William Connor (Cassandra) and Hugh Cudlipp on a flight to Scandinavia in 1936
William Connor (Cassandra) and Hugh Cudlipp on a flight to Scandinavia in 1936

In July 1938 Hugh Cudlipp and Cecil King visited Winston Churchill at his home in Kent when together they planned the attack on Neville Chamberlain and his policy of appeasement. The result was that the following month there was a series of articles by Churchill in the Daily Mirror. In one article Churchill warned that the "unaccountable delay - whoever is to blame for it - in concluding an all-in alliance between Britain, France and Russia, increases the danger of a wrong decision by Herr Hitler."

Cudlipp upset many people in the Conservative Party with his attacks on the Chamberlain government, and in December, 1940, Quintin Hogg, asked in the House of Commons "Why Mr. Hugh Cudlipp, aged about twenty-seven years and editor of the Sunday Pictorial, had not been called up for military service." Ernest Bevin, the Minister of Labour in Churchill's government explained that both Cudlipp's employers and the Ministry of Labour had requested that he should be allowed to continue with his journalism. In fact, Cudlipp had already asked the Ministry of Information to be taken off the reserve list and had already applied to join the British Army.

Hugh Cudlipp editing the Sunday Pictorial in 1937
Hugh Cudlipp editing the Sunday Pictorial in 1937

After the war Cudlipp returned to the Sunday Pictorial, but was sacked after a dispute with H. G. Bartholomew in December, 1948. Lord Beaverbrook, had been waiting for this opportunity and promptly employed Cudlipp on the Sunday Express. Cecil King was furious when he heard the news, and he joined up with fellow director, Philip Zec, to remove Bartholomew as editorial director. Soon afterwards, Cudlipp was brought back as editor of the Sunday Pictorial, and later as editorial director of the Daily Mirror Newspapers Group. He published the book, Publish and be Damned: The Astonishing Story of the Daily Mirror, in 1953.

Cudlipp and King ensured that the Daily Mirror remained a loyal supporter of the Labour Party. During the investigations of Royal Commission on the Press in June, 1961, Cecil King admitted that Cudlipp and himself decided the editorial strategy of the Mirror Group. Cudlipp added that: "Mr. King and I meet frequently; we know each other's minds and the policies of our papers have been settled for many years."

Cudlipp served as Chairman of the Mirror Group (1963-1967) and Chairman of the International Publishing Corporation (1968-1973). On his retirement he was created Baron Cudlipp, of Aldingbourne. His autobiography, Walking on the Water, was published in 1976.

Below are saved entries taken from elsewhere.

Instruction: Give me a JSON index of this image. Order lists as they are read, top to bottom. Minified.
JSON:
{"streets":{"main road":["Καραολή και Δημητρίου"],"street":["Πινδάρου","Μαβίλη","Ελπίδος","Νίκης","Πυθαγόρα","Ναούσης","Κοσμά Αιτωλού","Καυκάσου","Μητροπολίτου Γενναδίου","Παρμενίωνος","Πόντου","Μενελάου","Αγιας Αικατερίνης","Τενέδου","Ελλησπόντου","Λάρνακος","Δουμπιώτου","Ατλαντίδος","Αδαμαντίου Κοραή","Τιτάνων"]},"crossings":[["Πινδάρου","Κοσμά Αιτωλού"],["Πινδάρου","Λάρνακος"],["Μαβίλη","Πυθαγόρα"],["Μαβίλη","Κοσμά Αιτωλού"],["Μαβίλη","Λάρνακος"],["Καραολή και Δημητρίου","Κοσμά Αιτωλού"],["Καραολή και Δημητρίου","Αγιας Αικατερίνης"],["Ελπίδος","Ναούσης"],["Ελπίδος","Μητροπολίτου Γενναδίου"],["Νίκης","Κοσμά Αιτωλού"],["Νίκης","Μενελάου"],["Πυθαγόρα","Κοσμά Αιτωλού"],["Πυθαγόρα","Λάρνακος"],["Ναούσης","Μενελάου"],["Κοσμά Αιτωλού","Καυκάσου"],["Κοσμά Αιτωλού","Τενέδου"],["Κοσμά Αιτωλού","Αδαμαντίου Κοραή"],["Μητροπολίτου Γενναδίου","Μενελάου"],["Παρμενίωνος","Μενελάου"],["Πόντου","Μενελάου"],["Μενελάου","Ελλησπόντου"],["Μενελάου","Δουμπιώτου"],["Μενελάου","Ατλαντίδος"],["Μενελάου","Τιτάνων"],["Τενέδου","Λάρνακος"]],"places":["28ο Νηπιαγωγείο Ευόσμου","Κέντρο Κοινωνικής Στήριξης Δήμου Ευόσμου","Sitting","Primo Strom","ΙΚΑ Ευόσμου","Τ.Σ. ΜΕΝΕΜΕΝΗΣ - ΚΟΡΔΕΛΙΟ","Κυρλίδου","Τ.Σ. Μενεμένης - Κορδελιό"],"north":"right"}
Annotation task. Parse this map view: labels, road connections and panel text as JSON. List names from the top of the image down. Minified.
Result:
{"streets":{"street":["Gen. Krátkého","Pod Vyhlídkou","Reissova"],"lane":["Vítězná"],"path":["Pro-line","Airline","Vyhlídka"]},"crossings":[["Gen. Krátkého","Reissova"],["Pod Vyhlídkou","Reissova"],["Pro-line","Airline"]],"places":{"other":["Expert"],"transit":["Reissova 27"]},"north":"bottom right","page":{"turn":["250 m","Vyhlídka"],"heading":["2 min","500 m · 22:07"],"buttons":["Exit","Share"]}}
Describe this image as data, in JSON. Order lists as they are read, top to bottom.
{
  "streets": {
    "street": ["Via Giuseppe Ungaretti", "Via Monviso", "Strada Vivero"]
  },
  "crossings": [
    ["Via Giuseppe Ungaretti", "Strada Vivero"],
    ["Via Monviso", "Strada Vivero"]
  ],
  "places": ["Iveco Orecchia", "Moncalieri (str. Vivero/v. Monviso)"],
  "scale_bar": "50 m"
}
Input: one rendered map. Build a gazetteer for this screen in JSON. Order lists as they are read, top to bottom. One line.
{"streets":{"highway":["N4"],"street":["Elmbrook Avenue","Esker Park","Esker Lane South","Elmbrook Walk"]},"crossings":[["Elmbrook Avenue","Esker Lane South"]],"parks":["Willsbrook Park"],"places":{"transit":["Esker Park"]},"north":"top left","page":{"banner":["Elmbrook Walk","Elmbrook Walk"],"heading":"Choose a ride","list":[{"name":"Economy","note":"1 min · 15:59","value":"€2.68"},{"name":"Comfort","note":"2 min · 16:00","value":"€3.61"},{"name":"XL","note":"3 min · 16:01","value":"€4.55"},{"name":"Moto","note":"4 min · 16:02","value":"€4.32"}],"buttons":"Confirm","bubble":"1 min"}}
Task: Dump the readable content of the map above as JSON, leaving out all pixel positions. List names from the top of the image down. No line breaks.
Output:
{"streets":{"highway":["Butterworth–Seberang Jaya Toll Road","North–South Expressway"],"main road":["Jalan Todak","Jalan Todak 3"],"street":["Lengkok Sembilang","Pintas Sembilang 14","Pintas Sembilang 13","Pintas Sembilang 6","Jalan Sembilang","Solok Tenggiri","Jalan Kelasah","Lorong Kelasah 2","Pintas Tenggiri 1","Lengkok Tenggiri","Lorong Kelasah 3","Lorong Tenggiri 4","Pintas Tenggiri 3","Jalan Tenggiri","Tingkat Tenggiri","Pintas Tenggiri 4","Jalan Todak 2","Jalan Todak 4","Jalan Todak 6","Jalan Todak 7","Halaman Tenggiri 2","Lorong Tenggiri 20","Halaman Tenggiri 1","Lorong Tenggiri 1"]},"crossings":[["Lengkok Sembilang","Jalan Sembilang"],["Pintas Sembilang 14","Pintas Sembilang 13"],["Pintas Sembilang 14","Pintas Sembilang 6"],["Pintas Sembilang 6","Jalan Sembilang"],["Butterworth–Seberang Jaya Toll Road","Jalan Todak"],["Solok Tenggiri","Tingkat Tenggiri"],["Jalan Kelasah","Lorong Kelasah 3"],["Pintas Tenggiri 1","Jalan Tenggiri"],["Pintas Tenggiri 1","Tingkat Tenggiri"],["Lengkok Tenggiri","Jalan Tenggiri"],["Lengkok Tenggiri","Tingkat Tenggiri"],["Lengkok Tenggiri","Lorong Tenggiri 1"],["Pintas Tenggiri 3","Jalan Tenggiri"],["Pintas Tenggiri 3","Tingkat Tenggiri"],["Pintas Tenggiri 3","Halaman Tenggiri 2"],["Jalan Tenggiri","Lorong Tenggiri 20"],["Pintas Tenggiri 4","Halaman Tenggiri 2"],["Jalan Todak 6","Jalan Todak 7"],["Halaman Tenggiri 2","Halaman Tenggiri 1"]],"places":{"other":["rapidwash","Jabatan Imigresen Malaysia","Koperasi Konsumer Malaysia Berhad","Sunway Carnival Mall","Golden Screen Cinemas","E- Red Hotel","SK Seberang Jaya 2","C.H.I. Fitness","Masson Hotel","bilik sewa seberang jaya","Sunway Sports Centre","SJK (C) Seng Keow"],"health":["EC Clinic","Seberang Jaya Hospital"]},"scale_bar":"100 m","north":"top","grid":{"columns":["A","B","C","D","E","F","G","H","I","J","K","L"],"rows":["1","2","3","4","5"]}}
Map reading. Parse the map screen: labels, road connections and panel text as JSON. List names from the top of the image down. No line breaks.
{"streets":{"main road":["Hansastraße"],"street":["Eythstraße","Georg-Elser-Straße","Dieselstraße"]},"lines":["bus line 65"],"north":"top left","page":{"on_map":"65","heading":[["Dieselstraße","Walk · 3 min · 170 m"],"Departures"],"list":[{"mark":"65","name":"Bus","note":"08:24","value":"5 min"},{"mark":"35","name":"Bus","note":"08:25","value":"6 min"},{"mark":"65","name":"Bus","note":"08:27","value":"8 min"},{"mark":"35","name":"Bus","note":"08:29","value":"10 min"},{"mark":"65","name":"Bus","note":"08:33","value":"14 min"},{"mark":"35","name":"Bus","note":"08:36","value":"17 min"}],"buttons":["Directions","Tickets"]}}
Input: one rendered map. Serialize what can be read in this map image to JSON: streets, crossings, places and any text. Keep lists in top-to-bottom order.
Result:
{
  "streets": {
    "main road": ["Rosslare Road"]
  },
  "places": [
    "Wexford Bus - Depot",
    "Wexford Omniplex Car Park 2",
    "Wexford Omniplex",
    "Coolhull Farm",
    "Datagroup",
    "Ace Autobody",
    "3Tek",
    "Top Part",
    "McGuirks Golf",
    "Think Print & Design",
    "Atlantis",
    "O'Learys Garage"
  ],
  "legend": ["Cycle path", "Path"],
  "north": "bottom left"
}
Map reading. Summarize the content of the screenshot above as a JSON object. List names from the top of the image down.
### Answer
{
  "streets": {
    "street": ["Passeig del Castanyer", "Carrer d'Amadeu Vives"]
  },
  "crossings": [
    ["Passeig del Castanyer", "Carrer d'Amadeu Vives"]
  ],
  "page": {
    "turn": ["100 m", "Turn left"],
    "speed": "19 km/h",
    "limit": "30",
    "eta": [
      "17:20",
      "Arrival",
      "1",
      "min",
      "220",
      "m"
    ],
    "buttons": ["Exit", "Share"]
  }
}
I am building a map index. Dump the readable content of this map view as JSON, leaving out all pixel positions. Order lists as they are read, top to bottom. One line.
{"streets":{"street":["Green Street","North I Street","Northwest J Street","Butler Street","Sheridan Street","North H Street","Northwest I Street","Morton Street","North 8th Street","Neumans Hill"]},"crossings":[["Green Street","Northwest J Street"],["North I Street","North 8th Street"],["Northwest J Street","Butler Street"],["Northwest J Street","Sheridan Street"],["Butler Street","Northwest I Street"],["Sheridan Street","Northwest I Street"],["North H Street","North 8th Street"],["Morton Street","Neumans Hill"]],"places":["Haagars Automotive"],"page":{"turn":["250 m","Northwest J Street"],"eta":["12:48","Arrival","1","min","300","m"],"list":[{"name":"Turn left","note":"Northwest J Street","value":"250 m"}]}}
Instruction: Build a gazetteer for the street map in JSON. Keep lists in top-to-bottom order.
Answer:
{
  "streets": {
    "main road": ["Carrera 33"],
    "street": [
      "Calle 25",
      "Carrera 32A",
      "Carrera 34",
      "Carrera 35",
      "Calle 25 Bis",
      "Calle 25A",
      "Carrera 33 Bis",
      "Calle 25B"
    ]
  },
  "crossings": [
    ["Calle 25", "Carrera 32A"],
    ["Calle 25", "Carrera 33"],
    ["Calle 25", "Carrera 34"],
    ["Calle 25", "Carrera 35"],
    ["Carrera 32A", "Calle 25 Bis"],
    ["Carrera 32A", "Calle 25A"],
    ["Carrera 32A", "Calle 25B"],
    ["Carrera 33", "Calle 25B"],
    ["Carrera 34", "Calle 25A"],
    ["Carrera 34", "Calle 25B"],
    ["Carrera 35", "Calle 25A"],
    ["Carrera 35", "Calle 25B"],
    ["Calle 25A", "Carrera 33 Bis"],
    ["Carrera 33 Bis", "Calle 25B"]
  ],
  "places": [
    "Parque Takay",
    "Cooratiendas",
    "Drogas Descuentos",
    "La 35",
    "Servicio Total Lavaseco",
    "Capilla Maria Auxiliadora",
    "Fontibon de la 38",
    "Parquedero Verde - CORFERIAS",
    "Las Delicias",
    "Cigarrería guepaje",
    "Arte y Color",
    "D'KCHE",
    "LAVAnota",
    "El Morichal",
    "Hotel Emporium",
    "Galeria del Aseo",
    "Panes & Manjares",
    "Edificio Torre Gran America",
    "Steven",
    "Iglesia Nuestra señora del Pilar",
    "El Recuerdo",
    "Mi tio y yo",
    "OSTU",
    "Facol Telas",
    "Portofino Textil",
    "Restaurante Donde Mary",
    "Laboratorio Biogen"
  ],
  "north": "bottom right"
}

Hugh Cudlipp died on 17th May 1998.

Primary Sources

(1) Quintin Hogg, the MP for Oxford asked a question in the House of Commons about Hugh Cudlipp (4th December, 1940)

Why Mr. Hugh Cudlipp, aged about twenty-seven years and editor of the Sunday Pictorial, had not been called up for military service; and whether steps would be taken to see that any advantage granted to him was removed in order to secure the equal operation of the Military Service Acts.

(2) On 26th June 1961, Cecil King was interviewed by the Royal Commission on the Press on how editorial policy of the Daily Mirror was decided.

I would say that on editorial policy Hugh Cudlipp and I, who have been directors together for very many years, work closely and are in general agreement on what sort of line we are going to take. I suppose I see him very nearly every day, and if anything fresh crops up we decide what we are going to do, but I very rarely see the editors. He sees the editors and the editors are responsible to him.

(3) On 26th June 1961, Hugh Cudlipp was interviewed by the Royal Commission on the Press on how editorial policy of the Daily Mirror was decided.

Mr. King and I meet frequently; we know each other's minds and the policies of our papers have been settled for very many years; we're not suddenly going to be Right wing instead of Left Wing, or unilateralists instead of multilateralists.

When Vicky drew cartoons for us, I can't remember a single occasion on which he agreed with the policy of the paper, and Cassandra, might be miles away from it, but both are given freedom of action.